> EXERCISE BRIEF
A word-for-word restatement of every record is required.

> MATERIAL PROVIDED

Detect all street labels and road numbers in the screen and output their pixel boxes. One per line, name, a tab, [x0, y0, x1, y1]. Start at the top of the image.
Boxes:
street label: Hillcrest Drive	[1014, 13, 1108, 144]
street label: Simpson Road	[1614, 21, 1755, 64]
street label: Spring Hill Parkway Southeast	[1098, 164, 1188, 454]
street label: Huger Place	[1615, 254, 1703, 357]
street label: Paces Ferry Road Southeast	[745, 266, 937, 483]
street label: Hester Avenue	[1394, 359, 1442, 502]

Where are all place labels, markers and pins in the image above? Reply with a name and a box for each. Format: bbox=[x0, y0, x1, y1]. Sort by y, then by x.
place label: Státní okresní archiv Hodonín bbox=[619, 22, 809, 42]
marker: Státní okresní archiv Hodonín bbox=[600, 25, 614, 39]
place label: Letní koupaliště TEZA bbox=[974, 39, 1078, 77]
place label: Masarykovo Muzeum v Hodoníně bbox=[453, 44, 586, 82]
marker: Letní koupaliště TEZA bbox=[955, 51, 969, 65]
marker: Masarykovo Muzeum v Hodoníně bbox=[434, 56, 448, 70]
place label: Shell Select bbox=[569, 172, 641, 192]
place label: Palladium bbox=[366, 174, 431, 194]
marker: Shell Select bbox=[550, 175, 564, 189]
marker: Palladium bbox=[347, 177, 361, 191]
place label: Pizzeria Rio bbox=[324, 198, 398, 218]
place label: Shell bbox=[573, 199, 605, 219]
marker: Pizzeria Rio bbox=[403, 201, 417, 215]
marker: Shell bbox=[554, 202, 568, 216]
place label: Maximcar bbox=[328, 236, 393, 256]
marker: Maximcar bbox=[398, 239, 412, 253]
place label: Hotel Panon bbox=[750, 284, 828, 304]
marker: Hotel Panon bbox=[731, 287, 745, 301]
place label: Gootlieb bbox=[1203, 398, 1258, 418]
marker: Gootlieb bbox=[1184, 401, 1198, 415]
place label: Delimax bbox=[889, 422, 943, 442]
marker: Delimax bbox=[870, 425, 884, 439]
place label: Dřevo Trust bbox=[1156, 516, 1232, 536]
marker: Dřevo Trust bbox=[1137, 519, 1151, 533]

> EXPECTED ANSWER
Detect all street labels and road numbers in the screen and output their pixel boxes. One per line, name, a tab, [x0, y0, x1, y1]. Start at the top of the image.
Boxes:
street label: Hillcrest Drive	[1014, 13, 1108, 144]
street label: Simpson Road	[1614, 21, 1755, 64]
street label: Spring Hill Parkway Southeast	[1098, 164, 1188, 454]
street label: Huger Place	[1615, 254, 1703, 357]
street label: Paces Ferry Road Southeast	[745, 266, 937, 483]
street label: Hester Avenue	[1394, 359, 1442, 502]

Where are all place labels, markers and pins in the image above? Reply with a name and a box for each. Format: bbox=[x0, y0, x1, y1]. Sort by y, then by x.
place label: Státní okresní archiv Hodonín bbox=[619, 22, 809, 42]
marker: Státní okresní archiv Hodonín bbox=[600, 25, 614, 39]
place label: Letní koupaliště TEZA bbox=[974, 39, 1078, 77]
place label: Masarykovo Muzeum v Hodoníně bbox=[453, 44, 586, 82]
marker: Letní koupaliště TEZA bbox=[955, 51, 969, 65]
marker: Masarykovo Muzeum v Hodoníně bbox=[434, 56, 448, 70]
place label: Shell Select bbox=[569, 172, 641, 192]
place label: Palladium bbox=[366, 174, 431, 194]
marker: Shell Select bbox=[550, 175, 564, 189]
marker: Palladium bbox=[347, 177, 361, 191]
place label: Pizzeria Rio bbox=[324, 198, 398, 218]
place label: Shell bbox=[573, 199, 605, 219]
marker: Pizzeria Rio bbox=[403, 201, 417, 215]
marker: Shell bbox=[554, 202, 568, 216]
place label: Maximcar bbox=[328, 236, 393, 256]
marker: Maximcar bbox=[398, 239, 412, 253]
place label: Hotel Panon bbox=[750, 284, 828, 304]
marker: Hotel Panon bbox=[731, 287, 745, 301]
place label: Gootlieb bbox=[1203, 398, 1258, 418]
marker: Gootlieb bbox=[1184, 401, 1198, 415]
place label: Delimax bbox=[889, 422, 943, 442]
marker: Delimax bbox=[870, 425, 884, 439]
place label: Dřevo Trust bbox=[1156, 516, 1232, 536]
marker: Dřevo Trust bbox=[1137, 519, 1151, 533]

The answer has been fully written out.